TASK TO CARRY OUT - Every entry below has to appear again in your reply, word for word, but no picture may.
==== MATERIAL SHOWN ====
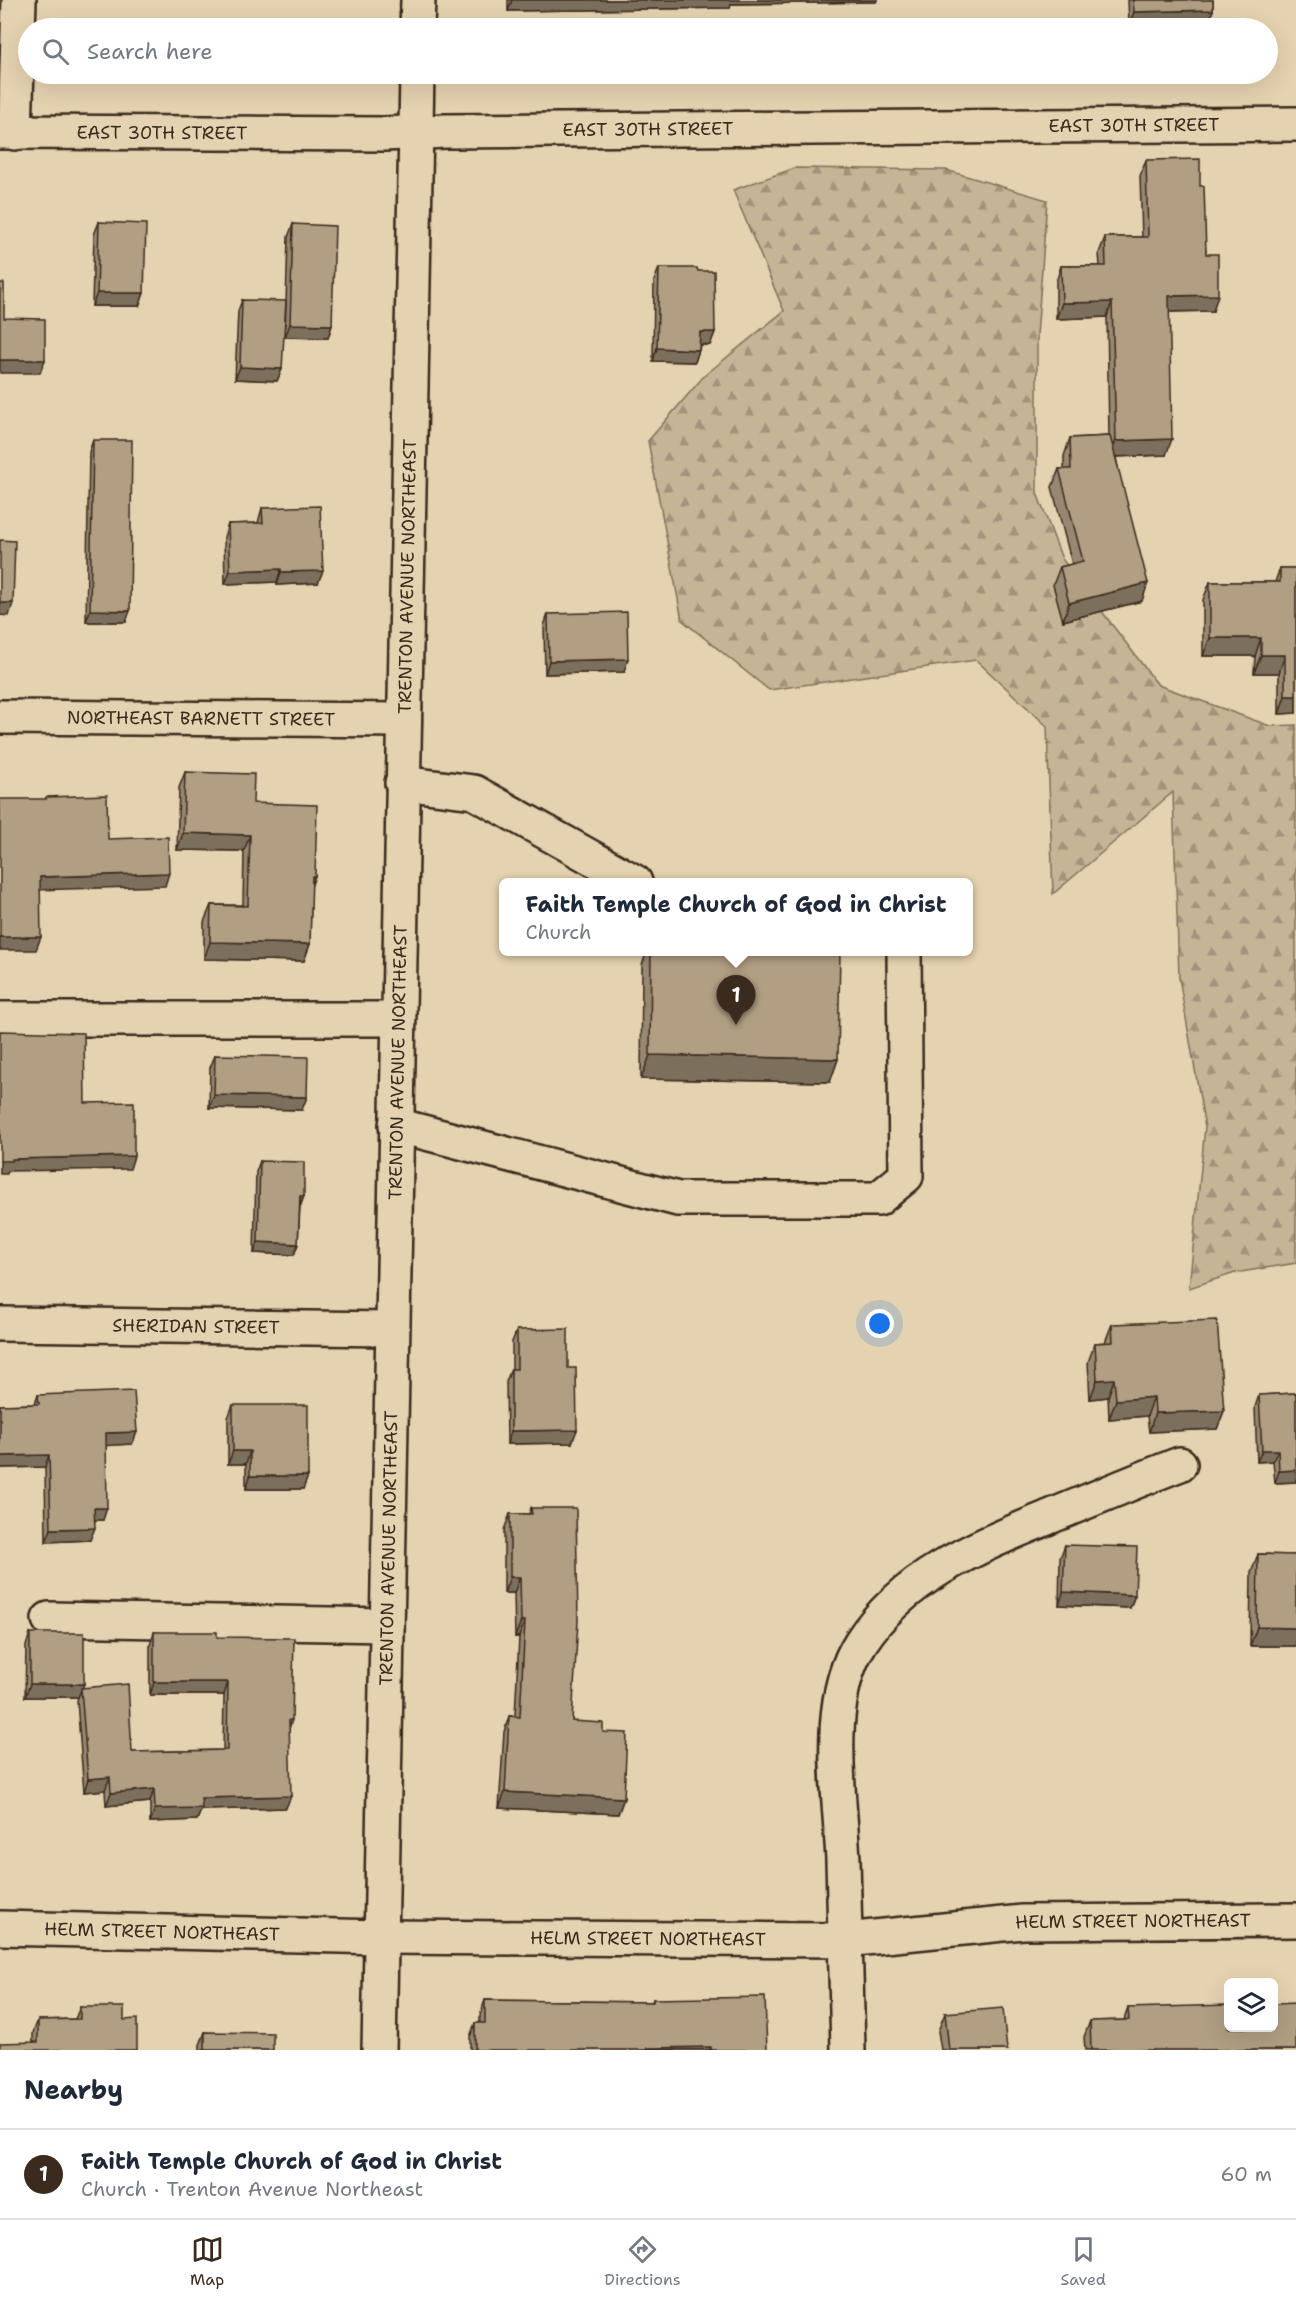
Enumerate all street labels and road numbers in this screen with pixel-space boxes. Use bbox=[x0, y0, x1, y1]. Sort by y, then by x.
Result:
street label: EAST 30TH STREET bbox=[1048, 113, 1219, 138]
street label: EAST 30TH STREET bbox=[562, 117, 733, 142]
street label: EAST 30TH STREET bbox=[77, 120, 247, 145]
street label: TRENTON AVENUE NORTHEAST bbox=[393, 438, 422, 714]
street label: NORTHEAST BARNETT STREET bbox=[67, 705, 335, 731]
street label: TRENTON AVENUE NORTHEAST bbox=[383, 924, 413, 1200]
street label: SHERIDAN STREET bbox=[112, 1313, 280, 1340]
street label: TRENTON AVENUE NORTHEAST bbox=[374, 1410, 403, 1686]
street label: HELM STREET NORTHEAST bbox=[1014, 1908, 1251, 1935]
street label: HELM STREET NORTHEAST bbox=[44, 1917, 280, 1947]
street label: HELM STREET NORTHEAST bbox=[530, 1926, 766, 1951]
====
ANSWER SECTION -
Enumerate all street labels and road numbers in this screen with pixel-space boxes. Use bbox=[x0, y0, x1, y1]. Sort by y, then by x.
Result:
street label: EAST 30TH STREET bbox=[1048, 113, 1219, 138]
street label: EAST 30TH STREET bbox=[562, 117, 733, 142]
street label: EAST 30TH STREET bbox=[77, 120, 247, 145]
street label: TRENTON AVENUE NORTHEAST bbox=[393, 438, 422, 714]
street label: NORTHEAST BARNETT STREET bbox=[67, 705, 335, 731]
street label: TRENTON AVENUE NORTHEAST bbox=[383, 924, 413, 1200]
street label: SHERIDAN STREET bbox=[112, 1313, 280, 1340]
street label: TRENTON AVENUE NORTHEAST bbox=[374, 1410, 403, 1686]
street label: HELM STREET NORTHEAST bbox=[1014, 1908, 1251, 1935]
street label: HELM STREET NORTHEAST bbox=[44, 1917, 280, 1947]
street label: HELM STREET NORTHEAST bbox=[530, 1926, 766, 1951]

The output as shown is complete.